DATA SUPPLIED:
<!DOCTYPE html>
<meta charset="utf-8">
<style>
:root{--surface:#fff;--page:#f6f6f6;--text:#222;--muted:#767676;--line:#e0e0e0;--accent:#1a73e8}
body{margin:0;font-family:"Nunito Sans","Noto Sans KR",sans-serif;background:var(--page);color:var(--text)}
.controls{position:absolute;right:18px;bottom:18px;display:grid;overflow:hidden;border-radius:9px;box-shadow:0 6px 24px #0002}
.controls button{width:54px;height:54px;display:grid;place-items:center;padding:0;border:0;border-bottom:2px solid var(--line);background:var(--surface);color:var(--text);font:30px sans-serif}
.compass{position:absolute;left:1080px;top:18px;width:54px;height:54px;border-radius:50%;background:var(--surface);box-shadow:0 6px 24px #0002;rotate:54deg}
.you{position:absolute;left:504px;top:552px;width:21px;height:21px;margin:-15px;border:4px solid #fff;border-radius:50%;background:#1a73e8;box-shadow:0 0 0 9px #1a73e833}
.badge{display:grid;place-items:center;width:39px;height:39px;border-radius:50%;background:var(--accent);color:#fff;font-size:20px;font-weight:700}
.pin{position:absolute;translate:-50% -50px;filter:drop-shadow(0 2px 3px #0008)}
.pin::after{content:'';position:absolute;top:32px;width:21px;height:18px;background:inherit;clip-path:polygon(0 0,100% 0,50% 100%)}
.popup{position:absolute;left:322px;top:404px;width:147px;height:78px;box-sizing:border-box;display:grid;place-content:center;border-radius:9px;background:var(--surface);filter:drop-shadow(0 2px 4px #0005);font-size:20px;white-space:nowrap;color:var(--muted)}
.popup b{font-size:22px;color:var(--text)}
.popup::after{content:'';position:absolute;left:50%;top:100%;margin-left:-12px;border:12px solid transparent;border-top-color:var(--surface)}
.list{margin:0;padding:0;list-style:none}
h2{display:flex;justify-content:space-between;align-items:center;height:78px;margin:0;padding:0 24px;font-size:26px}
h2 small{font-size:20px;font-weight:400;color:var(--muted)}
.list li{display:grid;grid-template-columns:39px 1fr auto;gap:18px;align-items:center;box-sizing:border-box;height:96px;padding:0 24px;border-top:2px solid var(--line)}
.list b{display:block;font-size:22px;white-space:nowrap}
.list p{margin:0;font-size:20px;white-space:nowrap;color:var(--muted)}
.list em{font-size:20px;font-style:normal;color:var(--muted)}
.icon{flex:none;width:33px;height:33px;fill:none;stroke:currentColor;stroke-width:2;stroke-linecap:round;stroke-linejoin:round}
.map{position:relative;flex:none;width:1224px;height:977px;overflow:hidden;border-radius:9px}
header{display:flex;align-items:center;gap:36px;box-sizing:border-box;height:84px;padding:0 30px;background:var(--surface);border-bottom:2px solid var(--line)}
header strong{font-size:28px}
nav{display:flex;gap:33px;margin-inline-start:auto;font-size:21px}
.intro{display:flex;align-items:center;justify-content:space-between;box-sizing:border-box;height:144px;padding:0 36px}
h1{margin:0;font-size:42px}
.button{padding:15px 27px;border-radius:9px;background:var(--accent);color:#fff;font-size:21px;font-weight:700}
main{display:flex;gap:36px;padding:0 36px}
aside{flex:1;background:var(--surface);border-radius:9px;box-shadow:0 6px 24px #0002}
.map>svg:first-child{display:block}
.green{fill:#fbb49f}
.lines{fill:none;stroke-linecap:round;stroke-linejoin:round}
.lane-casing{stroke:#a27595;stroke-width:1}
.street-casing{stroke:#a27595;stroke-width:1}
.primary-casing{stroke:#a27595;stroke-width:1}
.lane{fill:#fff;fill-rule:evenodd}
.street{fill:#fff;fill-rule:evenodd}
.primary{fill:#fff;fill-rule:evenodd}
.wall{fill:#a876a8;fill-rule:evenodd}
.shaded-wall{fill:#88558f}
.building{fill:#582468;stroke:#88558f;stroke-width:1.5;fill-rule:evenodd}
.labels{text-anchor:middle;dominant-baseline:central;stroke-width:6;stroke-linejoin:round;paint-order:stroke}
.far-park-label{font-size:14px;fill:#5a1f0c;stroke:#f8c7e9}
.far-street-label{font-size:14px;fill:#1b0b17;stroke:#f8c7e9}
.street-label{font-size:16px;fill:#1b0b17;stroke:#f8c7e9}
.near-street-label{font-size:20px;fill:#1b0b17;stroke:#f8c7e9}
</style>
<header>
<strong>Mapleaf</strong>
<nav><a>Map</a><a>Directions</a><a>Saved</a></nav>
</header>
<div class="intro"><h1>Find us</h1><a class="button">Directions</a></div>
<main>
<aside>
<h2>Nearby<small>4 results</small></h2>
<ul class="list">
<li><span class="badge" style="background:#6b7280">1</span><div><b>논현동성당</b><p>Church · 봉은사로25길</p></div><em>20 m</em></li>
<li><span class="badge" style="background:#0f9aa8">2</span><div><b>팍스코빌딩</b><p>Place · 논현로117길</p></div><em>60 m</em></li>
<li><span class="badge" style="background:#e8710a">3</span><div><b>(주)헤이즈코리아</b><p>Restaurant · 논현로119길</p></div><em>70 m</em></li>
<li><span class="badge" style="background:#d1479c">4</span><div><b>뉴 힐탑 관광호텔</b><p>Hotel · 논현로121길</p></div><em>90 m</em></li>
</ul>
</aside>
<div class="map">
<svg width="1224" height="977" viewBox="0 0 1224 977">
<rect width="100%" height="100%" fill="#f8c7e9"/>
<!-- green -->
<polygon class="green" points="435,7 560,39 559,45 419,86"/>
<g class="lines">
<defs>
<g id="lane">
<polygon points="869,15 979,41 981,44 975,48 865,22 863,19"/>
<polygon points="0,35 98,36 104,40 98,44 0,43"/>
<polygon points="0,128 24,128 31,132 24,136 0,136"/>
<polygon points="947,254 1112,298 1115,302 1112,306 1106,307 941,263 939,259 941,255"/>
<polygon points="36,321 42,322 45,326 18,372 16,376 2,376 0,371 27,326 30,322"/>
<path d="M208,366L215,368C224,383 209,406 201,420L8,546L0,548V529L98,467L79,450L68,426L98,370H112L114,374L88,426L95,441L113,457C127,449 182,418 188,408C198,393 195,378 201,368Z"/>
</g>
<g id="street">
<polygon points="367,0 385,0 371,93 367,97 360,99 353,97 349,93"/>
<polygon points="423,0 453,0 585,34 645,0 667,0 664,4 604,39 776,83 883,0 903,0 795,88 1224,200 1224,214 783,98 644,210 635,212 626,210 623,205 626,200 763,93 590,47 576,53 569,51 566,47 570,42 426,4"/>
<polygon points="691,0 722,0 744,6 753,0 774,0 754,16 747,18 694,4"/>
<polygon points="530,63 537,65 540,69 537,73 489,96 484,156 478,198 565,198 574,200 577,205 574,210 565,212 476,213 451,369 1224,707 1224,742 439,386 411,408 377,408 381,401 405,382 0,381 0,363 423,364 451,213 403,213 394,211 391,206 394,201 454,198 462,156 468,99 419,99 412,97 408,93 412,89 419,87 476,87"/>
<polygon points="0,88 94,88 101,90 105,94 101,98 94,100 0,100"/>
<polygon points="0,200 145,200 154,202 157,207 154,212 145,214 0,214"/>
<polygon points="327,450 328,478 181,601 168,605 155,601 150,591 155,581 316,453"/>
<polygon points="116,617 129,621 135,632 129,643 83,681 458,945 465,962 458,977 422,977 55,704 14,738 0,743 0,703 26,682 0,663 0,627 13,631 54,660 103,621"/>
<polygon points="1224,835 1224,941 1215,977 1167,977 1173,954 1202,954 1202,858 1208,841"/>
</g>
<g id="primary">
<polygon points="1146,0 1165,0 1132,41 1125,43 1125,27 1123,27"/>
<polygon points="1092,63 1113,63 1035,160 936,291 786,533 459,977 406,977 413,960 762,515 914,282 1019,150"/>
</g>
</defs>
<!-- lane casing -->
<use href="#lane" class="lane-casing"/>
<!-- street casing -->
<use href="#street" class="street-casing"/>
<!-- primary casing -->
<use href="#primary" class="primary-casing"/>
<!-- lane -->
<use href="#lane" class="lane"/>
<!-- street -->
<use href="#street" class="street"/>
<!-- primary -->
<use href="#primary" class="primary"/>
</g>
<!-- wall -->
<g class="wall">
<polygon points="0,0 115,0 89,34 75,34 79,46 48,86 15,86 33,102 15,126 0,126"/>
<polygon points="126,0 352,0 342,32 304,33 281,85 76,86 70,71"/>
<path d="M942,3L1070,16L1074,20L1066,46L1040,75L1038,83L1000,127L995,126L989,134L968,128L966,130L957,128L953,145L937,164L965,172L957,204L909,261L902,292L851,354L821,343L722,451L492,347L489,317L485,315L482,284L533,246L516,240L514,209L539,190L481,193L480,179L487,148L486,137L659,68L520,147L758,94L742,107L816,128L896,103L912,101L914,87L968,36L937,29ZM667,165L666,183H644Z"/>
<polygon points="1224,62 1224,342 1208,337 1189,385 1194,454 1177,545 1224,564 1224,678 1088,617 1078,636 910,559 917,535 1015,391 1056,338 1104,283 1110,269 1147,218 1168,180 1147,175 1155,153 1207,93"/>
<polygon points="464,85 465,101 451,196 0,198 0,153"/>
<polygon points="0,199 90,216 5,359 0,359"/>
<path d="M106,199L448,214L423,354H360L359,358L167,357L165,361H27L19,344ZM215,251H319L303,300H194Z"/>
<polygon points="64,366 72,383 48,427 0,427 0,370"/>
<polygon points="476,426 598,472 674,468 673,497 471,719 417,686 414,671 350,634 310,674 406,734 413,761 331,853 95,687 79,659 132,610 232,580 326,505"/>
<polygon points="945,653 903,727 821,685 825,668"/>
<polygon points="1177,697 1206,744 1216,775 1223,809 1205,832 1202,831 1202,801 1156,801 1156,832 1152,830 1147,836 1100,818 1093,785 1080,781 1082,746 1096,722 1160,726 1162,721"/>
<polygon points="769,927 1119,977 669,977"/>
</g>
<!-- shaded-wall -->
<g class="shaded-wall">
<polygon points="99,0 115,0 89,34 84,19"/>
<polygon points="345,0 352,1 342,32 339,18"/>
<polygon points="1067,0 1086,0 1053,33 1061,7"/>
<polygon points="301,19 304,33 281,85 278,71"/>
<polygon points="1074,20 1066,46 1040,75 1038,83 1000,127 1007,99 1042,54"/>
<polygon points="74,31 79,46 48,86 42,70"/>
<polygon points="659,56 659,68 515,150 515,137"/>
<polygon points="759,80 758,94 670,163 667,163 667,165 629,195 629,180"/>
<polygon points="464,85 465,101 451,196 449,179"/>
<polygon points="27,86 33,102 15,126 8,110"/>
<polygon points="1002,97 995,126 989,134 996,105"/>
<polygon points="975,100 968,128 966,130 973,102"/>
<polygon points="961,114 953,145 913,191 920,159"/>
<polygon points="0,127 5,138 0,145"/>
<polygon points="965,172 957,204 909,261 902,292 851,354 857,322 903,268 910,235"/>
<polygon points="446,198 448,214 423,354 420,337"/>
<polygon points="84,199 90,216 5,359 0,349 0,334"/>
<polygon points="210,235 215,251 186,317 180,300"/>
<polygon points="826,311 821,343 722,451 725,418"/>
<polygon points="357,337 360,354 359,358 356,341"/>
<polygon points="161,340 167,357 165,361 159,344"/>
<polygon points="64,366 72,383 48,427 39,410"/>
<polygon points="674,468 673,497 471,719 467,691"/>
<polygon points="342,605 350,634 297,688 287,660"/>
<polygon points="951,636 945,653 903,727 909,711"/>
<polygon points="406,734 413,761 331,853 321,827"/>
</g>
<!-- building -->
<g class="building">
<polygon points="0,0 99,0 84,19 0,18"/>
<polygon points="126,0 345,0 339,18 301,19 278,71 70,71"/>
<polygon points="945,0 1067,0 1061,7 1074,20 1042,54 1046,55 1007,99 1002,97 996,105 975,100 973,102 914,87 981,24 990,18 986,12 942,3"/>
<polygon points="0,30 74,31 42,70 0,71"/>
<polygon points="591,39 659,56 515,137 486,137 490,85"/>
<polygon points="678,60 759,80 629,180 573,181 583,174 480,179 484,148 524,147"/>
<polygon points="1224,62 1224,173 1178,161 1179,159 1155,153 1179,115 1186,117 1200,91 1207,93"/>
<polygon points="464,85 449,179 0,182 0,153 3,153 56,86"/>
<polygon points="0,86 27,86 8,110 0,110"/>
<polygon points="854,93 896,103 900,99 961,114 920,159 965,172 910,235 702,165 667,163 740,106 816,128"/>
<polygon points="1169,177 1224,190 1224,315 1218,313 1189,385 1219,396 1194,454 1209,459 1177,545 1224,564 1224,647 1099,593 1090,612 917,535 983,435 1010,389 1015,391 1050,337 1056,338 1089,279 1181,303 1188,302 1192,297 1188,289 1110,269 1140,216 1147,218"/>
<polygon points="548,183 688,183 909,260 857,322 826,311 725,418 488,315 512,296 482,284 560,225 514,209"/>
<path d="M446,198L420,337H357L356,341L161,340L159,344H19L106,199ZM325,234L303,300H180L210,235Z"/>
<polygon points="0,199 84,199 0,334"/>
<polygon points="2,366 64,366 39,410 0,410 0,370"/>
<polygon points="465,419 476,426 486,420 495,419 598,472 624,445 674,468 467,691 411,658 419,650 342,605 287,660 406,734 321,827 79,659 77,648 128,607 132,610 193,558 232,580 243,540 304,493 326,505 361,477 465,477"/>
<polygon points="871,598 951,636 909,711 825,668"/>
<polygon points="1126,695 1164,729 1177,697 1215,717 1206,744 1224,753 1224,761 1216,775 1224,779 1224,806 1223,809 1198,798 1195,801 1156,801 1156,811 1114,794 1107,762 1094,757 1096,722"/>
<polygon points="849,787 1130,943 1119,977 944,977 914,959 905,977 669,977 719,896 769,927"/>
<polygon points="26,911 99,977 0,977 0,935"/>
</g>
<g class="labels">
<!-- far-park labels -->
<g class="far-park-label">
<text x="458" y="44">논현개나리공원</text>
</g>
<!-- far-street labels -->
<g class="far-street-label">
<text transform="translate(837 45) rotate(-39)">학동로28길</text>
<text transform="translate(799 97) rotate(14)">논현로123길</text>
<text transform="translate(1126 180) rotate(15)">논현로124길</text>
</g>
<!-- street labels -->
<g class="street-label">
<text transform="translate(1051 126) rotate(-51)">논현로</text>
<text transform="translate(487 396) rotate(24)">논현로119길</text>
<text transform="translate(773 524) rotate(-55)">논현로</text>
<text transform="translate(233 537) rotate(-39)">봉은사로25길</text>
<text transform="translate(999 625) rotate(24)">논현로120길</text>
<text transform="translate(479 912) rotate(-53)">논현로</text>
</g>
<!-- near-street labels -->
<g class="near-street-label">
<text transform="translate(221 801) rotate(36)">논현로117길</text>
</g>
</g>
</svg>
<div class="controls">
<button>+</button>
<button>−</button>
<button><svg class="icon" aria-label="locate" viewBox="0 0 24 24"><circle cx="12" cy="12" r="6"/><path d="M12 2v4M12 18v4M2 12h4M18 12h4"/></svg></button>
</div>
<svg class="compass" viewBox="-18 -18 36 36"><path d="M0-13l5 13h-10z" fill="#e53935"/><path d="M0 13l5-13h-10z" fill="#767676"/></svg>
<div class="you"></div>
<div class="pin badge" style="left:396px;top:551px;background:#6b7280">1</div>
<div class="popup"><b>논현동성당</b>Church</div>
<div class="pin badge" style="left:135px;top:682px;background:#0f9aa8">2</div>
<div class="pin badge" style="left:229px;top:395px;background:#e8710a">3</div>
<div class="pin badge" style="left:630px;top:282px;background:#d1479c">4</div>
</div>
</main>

ACTIVITY:
In the entries above, find each line with the word "shadow" and copy it.

FINAL ANSWER:
.controls{position:absolute;right:18px;bottom:18px;display:grid;overflow:hidden;border-radius:9px;box-shadow:0 6px 24px #0002}
.compass{position:absolute;left:1080px;top:18px;width:54px;height:54px;border-radius:50%;background:var(--surface);box-shadow:0 6px 24px #0002;rotate:54deg}
.you{position:absolute;left:504px;top:552px;width:21px;height:21px;margin:-15px;border:4px solid #fff;border-radius:50%;background:#1a73e8;box-shadow:0 0 0 9px #1a73e833}
.pin{position:absolute;translate:-50% -50px;filter:drop-shadow(0 2px 3px #0008)}
.popup{position:absolute;left:322px;top:404px;width:147px;height:78px;box-sizing:border-box;display:grid;place-content:center;border-radius:9px;background:var(--surface);filter:drop-shadow(0 2px 4px #0005);font-size:20px;white-space:nowrap;color:var(--muted)}
aside{flex:1;background:var(--surface);border-radius:9px;box-shadow:0 6px 24px #0002}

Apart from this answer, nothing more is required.